## Task to carry out
Pull every line containing "content" from the entries.

___ Data provided

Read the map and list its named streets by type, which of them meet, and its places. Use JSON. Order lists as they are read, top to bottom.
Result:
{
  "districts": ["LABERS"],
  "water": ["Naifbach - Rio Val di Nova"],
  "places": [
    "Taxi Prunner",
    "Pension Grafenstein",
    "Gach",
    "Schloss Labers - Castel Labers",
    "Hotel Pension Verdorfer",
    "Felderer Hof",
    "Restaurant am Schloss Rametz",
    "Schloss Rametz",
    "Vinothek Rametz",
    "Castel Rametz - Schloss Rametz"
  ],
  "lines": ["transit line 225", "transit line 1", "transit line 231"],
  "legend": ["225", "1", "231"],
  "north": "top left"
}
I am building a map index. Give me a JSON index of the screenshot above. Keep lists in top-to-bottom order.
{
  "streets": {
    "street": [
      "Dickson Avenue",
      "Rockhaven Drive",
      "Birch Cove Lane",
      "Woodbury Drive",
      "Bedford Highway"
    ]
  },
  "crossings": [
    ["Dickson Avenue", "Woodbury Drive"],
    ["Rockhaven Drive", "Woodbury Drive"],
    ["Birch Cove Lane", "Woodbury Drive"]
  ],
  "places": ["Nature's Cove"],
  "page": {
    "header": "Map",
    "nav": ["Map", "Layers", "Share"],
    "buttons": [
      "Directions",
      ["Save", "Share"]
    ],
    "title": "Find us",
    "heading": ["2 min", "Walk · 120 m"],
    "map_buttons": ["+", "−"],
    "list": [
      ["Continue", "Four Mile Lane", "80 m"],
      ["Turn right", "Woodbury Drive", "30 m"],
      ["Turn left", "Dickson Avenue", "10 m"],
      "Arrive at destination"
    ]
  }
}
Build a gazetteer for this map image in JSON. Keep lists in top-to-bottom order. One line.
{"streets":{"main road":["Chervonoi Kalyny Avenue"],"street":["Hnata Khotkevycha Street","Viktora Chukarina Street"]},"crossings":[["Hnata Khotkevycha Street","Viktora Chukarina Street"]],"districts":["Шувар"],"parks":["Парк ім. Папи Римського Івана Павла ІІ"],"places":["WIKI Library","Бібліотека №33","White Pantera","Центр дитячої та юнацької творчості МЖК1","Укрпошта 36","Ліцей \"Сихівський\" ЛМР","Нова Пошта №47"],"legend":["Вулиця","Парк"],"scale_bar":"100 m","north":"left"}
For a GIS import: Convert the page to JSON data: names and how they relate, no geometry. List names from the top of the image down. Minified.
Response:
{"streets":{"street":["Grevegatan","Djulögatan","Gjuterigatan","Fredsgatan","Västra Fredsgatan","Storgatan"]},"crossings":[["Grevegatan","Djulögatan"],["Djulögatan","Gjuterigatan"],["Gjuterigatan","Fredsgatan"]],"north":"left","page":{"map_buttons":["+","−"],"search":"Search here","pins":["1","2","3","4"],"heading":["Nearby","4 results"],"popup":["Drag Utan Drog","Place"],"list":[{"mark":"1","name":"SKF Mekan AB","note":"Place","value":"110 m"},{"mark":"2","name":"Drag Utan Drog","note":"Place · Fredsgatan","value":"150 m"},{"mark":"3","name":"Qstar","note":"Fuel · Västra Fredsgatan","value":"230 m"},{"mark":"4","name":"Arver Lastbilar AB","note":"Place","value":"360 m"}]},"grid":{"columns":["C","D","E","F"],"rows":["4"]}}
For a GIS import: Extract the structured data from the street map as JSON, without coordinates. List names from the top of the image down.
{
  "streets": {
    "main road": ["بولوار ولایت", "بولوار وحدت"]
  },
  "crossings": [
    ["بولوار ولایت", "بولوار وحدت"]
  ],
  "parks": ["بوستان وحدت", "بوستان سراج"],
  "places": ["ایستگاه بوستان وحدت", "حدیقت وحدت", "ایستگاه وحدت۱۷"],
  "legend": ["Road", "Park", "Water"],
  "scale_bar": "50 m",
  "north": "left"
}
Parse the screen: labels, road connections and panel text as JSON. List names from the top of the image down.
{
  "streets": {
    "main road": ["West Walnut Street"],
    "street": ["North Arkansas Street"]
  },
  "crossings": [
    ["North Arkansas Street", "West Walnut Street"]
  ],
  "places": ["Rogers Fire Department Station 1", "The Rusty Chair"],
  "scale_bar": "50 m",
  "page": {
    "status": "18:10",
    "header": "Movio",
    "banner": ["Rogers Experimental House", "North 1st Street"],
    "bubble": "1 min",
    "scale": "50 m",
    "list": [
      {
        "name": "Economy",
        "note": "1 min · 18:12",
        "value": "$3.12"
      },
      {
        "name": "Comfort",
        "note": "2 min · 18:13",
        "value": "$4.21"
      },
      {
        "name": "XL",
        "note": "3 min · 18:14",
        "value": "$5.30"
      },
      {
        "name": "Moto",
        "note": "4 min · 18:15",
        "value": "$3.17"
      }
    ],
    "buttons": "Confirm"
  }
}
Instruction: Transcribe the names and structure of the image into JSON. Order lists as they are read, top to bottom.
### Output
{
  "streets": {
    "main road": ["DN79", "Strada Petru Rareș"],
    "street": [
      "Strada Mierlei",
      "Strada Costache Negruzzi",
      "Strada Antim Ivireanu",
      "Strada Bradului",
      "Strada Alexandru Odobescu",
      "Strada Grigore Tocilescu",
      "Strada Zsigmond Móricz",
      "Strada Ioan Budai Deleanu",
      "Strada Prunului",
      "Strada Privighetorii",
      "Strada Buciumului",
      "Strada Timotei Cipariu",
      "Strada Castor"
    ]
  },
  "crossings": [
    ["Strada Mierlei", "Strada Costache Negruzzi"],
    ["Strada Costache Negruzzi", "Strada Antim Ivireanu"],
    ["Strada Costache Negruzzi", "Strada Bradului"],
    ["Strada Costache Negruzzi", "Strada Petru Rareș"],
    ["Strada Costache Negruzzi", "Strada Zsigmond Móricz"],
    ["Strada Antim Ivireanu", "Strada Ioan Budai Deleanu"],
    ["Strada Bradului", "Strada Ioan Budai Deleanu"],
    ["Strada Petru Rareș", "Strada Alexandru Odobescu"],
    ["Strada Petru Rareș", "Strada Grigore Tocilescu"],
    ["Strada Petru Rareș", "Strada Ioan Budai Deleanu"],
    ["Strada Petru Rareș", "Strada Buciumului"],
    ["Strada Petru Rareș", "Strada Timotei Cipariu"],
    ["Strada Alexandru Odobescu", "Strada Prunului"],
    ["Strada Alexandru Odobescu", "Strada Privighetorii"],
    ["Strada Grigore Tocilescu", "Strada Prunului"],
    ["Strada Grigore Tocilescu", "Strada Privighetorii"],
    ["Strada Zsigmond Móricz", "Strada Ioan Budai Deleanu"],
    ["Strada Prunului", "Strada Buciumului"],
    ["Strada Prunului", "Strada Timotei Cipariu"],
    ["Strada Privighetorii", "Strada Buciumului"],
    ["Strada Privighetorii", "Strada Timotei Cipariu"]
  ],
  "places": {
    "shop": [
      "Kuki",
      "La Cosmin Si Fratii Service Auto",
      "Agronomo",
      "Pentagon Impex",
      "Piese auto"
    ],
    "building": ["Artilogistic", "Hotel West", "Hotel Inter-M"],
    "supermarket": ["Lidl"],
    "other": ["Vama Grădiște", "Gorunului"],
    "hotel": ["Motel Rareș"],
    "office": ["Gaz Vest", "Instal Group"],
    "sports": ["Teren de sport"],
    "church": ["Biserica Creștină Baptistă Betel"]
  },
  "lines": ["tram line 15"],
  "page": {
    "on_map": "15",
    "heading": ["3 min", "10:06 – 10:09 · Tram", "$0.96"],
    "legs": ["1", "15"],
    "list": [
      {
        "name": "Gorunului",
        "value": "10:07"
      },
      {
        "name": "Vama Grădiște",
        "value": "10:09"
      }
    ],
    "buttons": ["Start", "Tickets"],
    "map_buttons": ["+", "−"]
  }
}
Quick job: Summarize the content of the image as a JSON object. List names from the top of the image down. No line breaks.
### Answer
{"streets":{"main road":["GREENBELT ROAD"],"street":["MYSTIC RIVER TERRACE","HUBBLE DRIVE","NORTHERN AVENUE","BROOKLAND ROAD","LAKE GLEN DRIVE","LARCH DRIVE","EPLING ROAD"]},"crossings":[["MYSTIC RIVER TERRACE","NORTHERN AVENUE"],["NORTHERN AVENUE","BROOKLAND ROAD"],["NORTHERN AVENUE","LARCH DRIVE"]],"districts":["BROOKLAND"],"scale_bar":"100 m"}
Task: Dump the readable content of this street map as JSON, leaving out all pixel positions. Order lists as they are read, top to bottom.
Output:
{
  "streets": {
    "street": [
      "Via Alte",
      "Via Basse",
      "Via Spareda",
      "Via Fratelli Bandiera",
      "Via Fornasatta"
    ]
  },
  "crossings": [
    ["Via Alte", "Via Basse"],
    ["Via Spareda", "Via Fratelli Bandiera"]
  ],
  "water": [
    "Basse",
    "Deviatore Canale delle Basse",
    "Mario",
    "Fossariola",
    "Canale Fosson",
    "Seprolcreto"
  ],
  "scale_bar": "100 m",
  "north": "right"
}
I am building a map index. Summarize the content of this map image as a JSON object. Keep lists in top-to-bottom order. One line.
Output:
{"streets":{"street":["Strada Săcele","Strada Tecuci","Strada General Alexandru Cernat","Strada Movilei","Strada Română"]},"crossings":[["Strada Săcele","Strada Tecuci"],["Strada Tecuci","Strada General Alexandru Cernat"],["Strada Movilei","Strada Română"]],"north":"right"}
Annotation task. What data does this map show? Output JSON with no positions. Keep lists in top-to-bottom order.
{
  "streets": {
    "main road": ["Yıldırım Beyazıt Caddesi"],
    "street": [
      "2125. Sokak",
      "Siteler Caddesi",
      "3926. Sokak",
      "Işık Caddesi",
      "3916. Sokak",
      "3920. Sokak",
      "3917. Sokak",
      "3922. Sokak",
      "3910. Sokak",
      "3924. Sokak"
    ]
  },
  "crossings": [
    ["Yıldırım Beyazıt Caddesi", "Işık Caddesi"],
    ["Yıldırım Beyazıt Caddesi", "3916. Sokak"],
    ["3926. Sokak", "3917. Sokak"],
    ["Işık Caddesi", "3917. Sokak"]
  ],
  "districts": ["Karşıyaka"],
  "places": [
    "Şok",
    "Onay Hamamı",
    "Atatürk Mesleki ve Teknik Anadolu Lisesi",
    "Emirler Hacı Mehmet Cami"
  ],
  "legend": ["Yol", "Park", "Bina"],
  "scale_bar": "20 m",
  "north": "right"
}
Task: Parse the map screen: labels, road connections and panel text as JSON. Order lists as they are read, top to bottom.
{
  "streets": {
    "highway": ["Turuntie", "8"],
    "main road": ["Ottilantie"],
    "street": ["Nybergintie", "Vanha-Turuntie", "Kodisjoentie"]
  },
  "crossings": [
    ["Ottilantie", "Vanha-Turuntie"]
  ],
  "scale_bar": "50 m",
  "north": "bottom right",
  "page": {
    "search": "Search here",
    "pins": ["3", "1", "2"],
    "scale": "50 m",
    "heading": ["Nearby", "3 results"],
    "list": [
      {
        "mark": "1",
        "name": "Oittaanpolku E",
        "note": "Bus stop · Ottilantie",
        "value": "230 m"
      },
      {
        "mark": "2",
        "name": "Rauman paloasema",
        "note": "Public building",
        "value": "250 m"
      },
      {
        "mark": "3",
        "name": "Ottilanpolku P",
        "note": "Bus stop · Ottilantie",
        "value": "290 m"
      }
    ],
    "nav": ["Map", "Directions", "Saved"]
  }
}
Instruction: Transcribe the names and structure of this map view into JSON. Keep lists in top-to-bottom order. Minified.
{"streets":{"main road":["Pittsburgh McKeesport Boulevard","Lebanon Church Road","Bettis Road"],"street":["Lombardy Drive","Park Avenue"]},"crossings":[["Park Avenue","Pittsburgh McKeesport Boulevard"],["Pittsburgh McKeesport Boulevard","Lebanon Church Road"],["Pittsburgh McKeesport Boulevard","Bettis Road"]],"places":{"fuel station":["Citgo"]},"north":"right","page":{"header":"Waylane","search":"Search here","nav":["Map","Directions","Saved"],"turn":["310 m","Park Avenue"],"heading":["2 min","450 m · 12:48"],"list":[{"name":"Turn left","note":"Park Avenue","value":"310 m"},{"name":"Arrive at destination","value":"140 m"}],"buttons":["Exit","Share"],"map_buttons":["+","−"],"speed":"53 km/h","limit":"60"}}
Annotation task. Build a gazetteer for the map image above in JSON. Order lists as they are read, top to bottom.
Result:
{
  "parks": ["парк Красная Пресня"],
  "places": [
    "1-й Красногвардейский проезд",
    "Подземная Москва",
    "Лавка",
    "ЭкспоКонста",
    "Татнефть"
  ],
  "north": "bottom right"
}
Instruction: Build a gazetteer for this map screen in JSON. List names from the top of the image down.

______

## The answer
Quick job: Summarize the content of the image as a JSON object. List names from the top of the image down. No line breaks.
Task: Dump the readable content of this street map as JSON, leaving out all pixel positions. Order lists as they are read, top to bottom.
I am building a map index. Summarize the content of this map image as a JSON object. Keep lists in top-to-bottom order. One line.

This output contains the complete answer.